Krkn is an open-source chaos engineering toolkit for Kubernetes-based cloud-native environments focused on resilience testing and fault injection for infrastructure and workloads.

CEF for Kubernetes clusters (reliability testing)
Workload and infrastructure fault injection scenarios (resilience testing)
Automated scenario orchestration and execution against clusters (test automation)
Support for custom and extensible chaos scenarios via configuration (extensibility)
Reporting and validation workflows to assess cluster and application behavior under stress (observability and validation)

More About Krkn

Krkn is a chaos engineering toolkit designed for Kubernetes-based cloud-native platforms, with a focus on validating resilience and reliability characteristics of clusters, infrastructure, and deployed workloads. It targets enterprise and institutional users that operate Kubernetes at scale and need controlled fault injection to verify behavior under adverse conditions.

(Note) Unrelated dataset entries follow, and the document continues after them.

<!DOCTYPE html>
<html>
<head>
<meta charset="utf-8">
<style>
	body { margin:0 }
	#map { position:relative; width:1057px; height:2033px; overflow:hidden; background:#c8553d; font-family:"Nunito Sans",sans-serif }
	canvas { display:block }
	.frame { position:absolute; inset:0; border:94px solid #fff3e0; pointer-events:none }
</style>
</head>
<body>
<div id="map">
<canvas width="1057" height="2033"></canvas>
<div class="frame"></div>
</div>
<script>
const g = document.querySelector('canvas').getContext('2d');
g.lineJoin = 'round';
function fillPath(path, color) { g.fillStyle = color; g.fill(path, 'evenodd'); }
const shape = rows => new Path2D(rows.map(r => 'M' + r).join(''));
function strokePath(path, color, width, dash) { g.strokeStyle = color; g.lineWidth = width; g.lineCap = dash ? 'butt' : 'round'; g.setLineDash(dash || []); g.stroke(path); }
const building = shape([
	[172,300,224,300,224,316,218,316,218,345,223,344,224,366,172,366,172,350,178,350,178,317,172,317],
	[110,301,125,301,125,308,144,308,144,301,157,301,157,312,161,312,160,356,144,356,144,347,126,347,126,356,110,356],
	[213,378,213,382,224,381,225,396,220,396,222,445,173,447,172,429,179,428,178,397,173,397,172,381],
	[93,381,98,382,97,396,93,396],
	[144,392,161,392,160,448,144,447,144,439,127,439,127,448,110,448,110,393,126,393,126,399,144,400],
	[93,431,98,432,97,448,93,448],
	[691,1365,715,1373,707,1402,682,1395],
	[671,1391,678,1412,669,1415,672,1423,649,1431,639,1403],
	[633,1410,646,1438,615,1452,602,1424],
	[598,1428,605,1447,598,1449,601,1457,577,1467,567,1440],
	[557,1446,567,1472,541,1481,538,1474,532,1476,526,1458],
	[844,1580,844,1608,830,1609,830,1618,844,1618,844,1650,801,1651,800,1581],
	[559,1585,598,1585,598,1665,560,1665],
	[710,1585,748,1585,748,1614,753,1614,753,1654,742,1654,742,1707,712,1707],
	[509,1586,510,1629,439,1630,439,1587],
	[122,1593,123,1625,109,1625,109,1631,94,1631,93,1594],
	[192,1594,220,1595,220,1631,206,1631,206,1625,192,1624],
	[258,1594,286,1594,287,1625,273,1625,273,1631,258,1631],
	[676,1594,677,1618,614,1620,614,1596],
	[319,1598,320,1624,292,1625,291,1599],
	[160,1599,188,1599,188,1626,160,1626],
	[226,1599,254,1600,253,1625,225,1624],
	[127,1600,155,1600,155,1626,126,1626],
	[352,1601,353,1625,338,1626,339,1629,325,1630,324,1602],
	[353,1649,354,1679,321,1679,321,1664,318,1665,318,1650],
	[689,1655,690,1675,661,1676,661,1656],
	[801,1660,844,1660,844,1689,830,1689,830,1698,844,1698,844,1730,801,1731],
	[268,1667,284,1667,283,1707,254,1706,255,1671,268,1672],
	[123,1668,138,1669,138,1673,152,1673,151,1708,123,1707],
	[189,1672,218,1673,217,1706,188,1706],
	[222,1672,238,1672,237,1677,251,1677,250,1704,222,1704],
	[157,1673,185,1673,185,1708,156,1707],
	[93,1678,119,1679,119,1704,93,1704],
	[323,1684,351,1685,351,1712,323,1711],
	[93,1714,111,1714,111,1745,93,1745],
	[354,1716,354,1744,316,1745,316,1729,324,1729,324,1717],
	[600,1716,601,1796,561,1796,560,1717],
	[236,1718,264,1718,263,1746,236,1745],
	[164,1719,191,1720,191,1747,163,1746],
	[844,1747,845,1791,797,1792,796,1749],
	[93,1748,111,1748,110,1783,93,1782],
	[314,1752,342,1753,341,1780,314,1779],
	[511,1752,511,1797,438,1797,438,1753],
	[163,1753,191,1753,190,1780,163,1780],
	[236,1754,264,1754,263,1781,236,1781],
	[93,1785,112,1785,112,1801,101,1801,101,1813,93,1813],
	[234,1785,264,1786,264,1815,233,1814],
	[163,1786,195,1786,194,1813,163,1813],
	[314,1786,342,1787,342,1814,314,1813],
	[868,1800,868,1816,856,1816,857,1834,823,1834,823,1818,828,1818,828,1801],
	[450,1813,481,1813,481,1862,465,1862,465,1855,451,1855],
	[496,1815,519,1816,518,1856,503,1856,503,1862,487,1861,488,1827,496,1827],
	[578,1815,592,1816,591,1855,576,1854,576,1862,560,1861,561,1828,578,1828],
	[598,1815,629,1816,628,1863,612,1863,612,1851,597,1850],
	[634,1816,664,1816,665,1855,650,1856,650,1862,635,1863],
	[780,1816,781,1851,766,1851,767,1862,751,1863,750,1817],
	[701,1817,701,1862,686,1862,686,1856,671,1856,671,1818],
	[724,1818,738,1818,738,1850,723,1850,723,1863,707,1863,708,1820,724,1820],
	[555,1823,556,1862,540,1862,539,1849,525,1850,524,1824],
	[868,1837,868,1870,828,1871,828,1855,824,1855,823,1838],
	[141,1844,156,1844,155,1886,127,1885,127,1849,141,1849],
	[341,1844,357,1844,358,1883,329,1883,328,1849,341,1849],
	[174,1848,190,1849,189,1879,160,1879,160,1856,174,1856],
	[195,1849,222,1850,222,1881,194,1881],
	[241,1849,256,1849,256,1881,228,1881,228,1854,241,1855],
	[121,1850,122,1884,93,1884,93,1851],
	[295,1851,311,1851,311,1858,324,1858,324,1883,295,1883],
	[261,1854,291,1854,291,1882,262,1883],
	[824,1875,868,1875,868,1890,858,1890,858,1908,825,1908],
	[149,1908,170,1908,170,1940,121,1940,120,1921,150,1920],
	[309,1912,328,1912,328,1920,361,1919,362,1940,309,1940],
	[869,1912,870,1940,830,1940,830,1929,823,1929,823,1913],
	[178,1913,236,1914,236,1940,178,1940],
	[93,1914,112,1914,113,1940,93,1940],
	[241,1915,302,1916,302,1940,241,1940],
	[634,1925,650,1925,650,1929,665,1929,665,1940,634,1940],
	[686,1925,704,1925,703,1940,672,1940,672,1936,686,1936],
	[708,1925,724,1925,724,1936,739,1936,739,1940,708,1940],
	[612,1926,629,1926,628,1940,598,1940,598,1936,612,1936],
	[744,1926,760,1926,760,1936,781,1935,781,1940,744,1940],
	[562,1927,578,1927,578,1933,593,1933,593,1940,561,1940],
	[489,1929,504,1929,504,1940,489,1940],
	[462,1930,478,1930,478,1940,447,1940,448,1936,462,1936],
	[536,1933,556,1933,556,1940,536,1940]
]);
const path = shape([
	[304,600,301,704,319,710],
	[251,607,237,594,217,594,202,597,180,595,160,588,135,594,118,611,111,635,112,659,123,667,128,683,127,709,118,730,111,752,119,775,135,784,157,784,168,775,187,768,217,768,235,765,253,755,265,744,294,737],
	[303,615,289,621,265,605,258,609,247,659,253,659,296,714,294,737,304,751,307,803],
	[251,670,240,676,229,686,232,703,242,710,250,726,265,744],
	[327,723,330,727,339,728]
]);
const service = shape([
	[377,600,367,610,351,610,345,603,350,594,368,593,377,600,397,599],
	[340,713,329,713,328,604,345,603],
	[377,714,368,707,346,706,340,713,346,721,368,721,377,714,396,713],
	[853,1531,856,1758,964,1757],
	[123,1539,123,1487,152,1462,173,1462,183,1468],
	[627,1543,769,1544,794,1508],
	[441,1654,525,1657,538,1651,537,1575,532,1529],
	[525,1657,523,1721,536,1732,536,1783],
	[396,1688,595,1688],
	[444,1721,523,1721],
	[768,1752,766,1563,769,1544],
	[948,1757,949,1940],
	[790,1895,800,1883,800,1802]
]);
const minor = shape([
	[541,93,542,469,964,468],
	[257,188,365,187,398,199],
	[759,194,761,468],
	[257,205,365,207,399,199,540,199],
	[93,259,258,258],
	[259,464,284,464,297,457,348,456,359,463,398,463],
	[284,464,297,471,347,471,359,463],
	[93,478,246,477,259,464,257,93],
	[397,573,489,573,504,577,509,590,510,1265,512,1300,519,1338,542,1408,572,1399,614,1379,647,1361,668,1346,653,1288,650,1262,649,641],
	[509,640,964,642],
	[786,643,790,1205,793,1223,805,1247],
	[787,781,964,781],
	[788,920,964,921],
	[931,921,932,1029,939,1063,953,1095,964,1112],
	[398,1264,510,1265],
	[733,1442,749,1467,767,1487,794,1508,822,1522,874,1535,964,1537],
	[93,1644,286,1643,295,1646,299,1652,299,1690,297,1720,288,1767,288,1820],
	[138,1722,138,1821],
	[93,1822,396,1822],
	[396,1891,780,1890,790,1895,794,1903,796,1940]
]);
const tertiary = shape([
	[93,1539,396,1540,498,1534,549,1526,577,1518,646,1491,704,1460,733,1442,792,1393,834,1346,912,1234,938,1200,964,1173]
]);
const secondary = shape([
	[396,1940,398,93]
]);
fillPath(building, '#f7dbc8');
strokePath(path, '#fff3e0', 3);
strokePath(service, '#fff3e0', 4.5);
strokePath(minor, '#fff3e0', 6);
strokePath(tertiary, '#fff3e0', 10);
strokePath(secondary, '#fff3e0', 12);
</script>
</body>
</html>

The project provides structured chaos scenarios (resilience testing) that can be executed against Kubernetes clusters and their underlying infrastructure. These scenarios cover areas such as workload disruption, resource pressure, and infrastructure events, enabling teams to observe how applications and platforms behave when components fail or degrade. Krkn focuses on repeatable and automated testing patterns rather than ad hoc experiments.

Krkn includes automation and orchestration capabilities (test automation) that allow users to define and schedule chaos runs, often as part of Continuous Integration (CI) and continuous delivery workflows. Scenarios are defined through configuration, so operators can encode policies, constraints, and failure modes that match production environments. This configuration-driven approach supports integration into existing platform engineering and Site Reliability Engineering (SRE) practices.

The toolkit is built for Kubernetes (container orchestration) and aligns with cloud-native technologies backed by the Cloud Native Computing Foundation. It interacts with Kubernetes APIs and cluster resources to introduce failures such as pod terminations, node-level stress, or other disruptions, depending on the configured scenario set. By doing so, Krkn helps teams validate recovery features such as auto-scaling, self-healing controllers, and redundancy mechanisms that are common in Kubernetes architectures.

Enterprises use Krkn to run planned chaos experiments in non-production and, in some cases, controlled production environments to validate service-level objectives, operational runbooks, and incident response processes. The tool supports extensibility (platform tooling) through custom scenarios and parameterization, allowing organizations to adapt it to specific infrastructure providers, networking topologies, and workload types.

Within an enterprise tooling directory, Krkn fits into categories such as chaos engineering, reliability testing, and Kubernetes platform validation. It is relevant for platform engineering teams, SRE groups, and operations teams that manage Kubernetes clusters and require systematic methods to test and evidence the resilience of their cloud-native platforms.